We investigated the motility of a gastric tube and of grafts of colonic segment or a jejunal segment after total gastrectomy. Motility was monitored using a strain gauge force transducer sutured on the surface of the reconstructed, duodenum and jejunum in mongrel dogs.
The following results were obtained.
Interdigestive migrating complex (IMC) was obsered with the reconstructed organs but not with the gastric tube. The IMC that originated from the graft of the jejunal segment began to propagate to the duodenum. This means that the duodenum and the rest of the intestine were released from the dominates of the stomach in cases with gastric tubes, which preserved a gastroduodenal anatomical connection. In contrast, the grafts of je-junum and colon resulted in a broken anatomical connection.

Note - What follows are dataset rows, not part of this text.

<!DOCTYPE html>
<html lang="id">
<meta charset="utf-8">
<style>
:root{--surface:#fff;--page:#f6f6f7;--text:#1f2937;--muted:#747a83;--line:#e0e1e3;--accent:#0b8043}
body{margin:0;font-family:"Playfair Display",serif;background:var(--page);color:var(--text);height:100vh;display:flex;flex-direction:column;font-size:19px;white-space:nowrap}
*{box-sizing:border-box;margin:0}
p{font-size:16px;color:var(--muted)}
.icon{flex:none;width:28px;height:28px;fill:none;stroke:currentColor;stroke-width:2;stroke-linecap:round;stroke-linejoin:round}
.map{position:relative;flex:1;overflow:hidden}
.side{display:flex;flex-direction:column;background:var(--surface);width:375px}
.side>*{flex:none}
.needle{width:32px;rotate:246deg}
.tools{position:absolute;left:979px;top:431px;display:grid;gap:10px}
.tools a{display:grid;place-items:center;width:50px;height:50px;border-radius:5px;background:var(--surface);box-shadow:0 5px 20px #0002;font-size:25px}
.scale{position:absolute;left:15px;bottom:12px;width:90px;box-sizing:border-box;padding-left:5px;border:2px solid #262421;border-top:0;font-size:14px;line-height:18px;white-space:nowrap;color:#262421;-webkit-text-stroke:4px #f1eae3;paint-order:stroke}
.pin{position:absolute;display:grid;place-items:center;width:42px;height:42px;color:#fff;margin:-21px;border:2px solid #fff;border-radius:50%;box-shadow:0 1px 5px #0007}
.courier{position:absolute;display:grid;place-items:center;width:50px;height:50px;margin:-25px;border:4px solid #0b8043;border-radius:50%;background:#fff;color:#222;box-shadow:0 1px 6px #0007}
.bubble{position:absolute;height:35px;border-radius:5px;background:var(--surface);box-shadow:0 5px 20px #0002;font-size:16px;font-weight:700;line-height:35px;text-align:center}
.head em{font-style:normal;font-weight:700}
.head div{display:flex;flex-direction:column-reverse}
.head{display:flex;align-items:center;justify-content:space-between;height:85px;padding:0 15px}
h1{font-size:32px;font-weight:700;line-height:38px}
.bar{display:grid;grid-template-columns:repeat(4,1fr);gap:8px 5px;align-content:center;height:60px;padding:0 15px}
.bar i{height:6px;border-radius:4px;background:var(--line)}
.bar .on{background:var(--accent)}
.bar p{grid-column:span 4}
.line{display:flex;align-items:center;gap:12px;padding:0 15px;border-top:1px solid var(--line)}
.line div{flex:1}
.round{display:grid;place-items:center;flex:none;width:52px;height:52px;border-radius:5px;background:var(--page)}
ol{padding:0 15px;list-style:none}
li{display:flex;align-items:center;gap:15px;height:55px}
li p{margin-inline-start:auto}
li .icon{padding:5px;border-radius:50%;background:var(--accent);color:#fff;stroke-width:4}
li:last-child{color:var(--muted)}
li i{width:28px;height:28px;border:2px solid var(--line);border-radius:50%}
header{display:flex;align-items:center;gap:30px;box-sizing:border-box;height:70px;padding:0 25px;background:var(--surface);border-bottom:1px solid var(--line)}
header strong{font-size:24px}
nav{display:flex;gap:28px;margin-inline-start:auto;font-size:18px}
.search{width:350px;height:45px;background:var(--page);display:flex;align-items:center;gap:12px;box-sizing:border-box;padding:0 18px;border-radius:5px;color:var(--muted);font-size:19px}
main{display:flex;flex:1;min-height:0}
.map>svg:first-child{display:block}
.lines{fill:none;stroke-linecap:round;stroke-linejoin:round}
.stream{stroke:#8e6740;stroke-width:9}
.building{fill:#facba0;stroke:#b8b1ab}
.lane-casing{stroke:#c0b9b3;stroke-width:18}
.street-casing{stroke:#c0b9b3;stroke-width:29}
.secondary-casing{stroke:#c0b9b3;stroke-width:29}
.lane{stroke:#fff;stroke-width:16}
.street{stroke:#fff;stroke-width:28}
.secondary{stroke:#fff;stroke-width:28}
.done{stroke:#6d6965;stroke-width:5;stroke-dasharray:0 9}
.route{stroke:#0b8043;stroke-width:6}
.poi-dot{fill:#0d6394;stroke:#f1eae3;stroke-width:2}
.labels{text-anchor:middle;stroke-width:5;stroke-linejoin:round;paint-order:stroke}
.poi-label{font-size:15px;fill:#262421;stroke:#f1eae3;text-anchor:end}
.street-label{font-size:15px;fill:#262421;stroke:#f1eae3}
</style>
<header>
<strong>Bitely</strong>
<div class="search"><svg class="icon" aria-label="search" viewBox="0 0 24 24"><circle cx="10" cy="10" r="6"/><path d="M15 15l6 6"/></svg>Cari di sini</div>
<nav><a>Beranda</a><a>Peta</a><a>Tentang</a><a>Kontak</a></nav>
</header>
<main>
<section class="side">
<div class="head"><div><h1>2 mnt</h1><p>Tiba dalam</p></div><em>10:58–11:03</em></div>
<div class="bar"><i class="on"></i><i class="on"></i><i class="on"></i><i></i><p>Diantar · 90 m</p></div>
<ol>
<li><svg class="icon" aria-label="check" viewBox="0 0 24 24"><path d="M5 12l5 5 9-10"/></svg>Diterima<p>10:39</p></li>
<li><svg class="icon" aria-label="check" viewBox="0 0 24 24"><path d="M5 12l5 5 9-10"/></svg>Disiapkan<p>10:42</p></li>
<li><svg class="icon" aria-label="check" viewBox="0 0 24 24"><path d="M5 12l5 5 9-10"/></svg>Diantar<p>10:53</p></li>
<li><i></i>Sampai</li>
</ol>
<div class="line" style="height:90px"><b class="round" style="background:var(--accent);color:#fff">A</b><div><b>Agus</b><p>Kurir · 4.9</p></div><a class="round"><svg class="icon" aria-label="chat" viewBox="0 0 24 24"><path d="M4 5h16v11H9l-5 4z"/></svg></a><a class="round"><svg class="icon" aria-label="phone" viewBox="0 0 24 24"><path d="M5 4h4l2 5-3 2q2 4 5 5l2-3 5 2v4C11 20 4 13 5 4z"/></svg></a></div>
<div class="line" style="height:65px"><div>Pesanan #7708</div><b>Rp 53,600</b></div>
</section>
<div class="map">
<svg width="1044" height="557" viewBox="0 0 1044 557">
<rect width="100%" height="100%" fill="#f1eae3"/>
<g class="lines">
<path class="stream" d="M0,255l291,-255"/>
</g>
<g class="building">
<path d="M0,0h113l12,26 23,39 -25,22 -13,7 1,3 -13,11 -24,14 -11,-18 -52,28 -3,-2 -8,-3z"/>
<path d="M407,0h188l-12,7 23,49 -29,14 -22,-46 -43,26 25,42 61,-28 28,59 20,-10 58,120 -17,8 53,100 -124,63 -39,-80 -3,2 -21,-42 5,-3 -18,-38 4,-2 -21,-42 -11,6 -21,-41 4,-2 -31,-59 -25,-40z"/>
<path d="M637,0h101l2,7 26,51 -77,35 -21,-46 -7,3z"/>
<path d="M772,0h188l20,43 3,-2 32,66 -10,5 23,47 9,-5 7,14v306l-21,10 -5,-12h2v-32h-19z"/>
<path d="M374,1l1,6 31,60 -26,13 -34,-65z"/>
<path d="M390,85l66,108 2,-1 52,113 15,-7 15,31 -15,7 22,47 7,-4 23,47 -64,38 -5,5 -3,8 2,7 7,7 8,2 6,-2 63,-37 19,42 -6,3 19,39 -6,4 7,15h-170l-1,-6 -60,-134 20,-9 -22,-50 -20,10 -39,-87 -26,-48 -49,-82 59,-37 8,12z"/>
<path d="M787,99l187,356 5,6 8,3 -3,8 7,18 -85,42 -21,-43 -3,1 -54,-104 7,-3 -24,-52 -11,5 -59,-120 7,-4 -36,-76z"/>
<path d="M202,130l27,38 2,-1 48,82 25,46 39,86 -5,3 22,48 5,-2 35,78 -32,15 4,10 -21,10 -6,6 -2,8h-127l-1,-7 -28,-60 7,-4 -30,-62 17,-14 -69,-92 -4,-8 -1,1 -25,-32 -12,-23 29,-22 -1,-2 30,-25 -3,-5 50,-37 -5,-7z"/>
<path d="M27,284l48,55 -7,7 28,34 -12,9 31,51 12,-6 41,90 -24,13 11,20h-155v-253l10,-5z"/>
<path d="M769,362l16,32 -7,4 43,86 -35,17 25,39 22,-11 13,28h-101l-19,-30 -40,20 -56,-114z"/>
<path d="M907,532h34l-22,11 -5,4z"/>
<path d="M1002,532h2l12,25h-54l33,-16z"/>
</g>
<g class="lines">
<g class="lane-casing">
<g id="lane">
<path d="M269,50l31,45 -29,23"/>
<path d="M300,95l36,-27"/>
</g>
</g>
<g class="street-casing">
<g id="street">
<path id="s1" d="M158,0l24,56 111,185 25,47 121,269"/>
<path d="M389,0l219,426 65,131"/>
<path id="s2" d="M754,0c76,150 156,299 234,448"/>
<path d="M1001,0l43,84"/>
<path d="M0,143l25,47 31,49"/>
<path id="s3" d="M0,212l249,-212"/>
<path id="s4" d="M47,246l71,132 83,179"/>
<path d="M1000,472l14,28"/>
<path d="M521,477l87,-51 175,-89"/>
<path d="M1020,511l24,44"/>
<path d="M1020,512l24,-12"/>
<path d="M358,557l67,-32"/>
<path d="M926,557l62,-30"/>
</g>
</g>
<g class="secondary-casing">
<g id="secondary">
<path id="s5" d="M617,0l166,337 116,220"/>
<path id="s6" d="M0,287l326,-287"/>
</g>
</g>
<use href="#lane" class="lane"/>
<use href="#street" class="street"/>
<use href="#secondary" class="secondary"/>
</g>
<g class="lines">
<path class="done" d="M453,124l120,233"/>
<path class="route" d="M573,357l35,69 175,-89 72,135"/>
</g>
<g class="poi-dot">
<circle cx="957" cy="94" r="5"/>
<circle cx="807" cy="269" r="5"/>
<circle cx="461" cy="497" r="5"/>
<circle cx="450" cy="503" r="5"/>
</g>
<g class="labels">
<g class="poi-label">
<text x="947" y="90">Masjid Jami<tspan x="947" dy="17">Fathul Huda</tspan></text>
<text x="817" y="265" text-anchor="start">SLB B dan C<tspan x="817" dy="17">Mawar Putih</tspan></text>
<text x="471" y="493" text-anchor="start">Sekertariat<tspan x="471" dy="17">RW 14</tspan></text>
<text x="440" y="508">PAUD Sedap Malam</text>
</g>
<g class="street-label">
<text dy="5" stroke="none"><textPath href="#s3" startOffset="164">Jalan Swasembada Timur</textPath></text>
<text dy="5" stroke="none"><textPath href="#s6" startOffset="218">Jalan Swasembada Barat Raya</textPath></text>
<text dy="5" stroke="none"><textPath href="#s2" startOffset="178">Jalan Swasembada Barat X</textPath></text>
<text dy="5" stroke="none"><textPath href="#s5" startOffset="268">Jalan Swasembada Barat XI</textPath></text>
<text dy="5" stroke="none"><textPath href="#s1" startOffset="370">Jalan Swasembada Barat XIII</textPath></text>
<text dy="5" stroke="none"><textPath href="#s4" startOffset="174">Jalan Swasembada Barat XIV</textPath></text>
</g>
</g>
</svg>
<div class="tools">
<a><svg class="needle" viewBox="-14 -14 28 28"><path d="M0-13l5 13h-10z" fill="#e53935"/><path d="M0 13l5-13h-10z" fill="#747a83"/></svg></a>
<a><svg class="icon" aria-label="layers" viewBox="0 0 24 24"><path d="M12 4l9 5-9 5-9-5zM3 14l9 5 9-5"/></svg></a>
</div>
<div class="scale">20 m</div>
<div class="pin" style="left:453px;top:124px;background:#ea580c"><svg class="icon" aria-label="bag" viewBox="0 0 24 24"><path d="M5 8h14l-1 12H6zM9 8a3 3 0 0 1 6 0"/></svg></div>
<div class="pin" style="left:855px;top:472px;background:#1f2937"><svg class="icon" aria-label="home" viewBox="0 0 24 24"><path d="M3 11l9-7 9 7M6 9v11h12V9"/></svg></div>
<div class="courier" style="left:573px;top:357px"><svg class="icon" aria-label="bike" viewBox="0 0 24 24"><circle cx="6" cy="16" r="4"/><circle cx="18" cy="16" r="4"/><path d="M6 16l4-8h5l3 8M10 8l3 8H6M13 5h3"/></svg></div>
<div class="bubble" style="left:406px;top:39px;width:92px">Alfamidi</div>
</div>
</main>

The gastric tube did not significantly affect the duration of phase II plus phase III (contractile state) in the duodenum and the jejunum ; however both kinds of graft prolonged this period. The presence of the stomach may have acted to suppress the motility of the duodenum and the rest of the intestine in the fasting state.
All of the reconstructions delayed the propagation velocity of phase III.The gastric tube prolonged the postprandial period ; however, both kinds of graft temporarily reduced it.
We speculate that the delay in gastric emptying was due to vagotomy. We believe that graft of the ileo-ascending colon is the best reconstuctive procedure with regard to motility after subtotal esophagectomy or total gastrectomy.